# Aim of the exercise
A line below contains "position:absolute; left:831px; top:552px;", and a later one contains "display:block; font-size:22px; white-space:nowrap". Repeat both, with every line between them, exactly.

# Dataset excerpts
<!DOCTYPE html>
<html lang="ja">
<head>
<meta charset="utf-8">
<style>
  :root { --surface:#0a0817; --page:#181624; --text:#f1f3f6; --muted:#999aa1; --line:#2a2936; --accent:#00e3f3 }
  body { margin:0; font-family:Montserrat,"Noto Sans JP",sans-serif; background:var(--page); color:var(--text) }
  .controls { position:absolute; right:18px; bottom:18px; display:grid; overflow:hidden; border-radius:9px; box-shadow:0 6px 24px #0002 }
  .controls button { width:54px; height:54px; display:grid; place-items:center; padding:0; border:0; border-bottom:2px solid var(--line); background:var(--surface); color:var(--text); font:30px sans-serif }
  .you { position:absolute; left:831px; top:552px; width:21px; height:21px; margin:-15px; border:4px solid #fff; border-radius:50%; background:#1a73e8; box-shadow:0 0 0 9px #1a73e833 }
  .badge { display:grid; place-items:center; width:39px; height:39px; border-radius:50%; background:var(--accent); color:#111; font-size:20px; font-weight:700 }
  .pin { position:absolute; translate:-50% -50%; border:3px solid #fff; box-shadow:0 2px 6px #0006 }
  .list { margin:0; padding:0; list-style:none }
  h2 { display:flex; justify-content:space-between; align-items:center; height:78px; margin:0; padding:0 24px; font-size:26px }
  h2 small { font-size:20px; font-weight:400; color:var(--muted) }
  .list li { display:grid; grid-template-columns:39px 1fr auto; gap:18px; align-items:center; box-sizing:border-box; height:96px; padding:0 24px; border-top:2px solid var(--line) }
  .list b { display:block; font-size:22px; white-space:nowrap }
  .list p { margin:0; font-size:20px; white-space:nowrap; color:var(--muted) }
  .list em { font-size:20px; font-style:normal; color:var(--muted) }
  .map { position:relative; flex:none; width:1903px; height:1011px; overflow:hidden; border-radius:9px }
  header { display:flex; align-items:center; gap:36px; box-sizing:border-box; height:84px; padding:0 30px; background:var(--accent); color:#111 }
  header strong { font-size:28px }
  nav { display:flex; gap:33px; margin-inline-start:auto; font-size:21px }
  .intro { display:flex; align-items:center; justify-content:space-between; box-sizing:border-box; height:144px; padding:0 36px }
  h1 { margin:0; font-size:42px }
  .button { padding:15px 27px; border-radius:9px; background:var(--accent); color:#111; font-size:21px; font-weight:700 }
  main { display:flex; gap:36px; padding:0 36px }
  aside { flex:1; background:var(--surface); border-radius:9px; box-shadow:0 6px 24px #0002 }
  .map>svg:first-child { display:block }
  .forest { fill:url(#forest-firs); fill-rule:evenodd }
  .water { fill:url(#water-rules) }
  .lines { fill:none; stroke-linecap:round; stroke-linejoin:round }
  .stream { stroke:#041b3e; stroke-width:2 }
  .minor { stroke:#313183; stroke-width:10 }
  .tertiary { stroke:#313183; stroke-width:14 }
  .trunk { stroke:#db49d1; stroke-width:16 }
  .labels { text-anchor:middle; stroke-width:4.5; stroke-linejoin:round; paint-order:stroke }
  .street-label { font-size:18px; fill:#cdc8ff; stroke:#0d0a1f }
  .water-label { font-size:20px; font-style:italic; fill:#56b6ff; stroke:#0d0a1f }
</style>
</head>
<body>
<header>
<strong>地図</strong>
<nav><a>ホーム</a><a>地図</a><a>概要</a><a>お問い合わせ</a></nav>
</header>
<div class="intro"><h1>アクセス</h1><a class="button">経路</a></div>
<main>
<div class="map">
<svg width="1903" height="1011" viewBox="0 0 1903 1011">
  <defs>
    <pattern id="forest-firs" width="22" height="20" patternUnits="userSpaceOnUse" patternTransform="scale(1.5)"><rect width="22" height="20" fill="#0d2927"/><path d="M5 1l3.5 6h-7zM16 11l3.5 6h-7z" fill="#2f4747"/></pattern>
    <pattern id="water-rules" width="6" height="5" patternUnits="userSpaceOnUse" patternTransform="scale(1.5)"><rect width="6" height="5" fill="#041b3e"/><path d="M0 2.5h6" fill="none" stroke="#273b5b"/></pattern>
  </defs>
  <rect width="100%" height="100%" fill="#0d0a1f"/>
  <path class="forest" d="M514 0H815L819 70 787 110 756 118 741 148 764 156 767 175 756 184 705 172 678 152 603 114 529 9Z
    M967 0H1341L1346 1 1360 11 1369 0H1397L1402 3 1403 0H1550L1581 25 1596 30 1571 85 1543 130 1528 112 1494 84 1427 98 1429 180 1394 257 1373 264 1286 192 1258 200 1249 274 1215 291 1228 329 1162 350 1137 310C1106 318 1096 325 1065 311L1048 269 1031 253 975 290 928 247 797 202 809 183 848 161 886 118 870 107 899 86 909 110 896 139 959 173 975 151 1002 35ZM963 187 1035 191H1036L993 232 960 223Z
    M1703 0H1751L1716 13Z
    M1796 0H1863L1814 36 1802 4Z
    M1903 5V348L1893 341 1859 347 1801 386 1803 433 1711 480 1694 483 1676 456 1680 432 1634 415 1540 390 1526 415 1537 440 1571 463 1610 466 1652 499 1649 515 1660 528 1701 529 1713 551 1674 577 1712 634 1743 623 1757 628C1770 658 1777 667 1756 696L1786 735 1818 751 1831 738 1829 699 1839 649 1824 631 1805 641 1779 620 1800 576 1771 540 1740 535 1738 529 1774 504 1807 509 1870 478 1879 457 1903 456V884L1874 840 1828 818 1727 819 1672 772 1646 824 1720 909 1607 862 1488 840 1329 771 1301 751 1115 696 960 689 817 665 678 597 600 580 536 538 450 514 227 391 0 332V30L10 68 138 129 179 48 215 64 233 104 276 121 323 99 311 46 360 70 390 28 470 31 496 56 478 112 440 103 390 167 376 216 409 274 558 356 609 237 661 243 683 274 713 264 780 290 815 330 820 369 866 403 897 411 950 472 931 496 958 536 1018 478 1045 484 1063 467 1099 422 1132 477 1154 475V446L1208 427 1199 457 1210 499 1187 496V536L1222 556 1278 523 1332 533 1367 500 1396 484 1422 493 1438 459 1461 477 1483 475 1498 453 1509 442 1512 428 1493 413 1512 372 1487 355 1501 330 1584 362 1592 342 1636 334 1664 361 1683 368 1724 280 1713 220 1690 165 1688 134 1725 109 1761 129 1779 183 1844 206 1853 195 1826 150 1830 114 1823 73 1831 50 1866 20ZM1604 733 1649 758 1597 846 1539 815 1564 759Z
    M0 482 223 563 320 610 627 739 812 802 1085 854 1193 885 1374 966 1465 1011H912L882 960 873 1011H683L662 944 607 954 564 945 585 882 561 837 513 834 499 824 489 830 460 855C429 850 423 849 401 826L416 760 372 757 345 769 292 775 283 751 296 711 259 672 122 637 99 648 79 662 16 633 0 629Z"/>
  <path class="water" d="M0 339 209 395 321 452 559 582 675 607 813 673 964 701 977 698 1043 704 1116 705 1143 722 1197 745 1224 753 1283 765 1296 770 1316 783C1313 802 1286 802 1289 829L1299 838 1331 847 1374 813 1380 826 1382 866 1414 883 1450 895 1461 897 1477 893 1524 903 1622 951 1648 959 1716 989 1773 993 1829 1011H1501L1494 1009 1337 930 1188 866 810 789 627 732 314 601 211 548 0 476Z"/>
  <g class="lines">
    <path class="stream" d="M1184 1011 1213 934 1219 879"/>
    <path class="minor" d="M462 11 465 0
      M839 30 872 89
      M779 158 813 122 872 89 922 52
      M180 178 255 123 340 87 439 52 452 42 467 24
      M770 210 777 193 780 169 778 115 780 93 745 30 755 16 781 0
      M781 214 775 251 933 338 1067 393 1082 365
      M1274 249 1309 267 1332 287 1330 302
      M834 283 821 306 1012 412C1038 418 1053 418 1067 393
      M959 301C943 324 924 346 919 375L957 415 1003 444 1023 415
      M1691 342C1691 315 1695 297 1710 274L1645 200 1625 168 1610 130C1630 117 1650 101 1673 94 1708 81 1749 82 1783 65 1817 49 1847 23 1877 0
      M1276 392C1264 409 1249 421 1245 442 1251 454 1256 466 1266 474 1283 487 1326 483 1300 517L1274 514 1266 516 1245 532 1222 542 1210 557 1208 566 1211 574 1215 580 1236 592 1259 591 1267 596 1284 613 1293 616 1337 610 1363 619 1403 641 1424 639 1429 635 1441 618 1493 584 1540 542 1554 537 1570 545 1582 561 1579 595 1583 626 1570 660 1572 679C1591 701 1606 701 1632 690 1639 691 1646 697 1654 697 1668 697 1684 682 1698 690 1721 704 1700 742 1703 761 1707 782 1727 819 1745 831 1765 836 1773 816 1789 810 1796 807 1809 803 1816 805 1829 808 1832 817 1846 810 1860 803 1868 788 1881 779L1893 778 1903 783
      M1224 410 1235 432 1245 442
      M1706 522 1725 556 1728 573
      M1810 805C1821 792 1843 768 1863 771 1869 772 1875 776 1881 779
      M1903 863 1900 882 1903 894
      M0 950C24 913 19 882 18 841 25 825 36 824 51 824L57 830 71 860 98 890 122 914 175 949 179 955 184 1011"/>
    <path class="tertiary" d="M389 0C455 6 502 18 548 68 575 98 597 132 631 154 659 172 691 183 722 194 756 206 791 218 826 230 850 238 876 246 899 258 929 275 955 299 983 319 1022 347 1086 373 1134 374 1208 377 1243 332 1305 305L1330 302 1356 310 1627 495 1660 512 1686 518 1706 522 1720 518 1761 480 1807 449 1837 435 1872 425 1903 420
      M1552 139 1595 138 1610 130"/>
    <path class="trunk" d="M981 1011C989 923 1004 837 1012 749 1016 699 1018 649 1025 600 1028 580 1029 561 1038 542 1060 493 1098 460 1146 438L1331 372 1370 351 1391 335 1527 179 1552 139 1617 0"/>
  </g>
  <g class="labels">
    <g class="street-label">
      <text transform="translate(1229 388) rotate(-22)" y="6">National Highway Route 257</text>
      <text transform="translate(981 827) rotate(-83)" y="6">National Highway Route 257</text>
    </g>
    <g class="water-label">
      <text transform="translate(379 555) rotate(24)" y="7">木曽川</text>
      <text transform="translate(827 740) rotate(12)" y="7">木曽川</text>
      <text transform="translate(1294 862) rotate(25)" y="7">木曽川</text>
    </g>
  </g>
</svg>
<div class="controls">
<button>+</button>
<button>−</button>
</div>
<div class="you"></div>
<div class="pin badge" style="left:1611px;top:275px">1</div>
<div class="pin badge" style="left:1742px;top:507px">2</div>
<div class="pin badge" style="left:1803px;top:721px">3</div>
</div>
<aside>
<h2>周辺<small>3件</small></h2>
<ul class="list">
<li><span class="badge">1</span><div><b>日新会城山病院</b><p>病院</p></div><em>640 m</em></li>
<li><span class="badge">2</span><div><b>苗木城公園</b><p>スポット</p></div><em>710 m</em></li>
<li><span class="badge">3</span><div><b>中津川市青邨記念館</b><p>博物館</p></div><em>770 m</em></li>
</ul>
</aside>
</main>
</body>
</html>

# Written solution
  .you { position:absolute; left:831px; top:552px; width:21px; height:21px; margin:-15px; border:4px solid #fff; border-radius:50%; background:#1a73e8; box-shadow:0 0 0 9px #1a73e833 }
  .badge { display:grid; place-items:center; width:39px; height:39px; border-radius:50%; background:var(--accent); color:#111; font-size:20px; font-weight:700 }
  .pin { position:absolute; translate:-50% -50%; border:3px solid #fff; box-shadow:0 2px 6px #0006 }
  .list { margin:0; padding:0; list-style:none }
  h2 { display:flex; justify-content:space-between; align-items:center; height:78px; margin:0; padding:0 24px; font-size:26px }
  h2 small { font-size:20px; font-weight:400; color:var(--muted) }
  .list li { display:grid; grid-template-columns:39px 1fr auto; gap:18px; align-items:center; box-sizing:border-box; height:96px; padding:0 24px; border-top:2px solid var(--line) }
  .list b { display:block; font-size:22px; white-space:nowrap }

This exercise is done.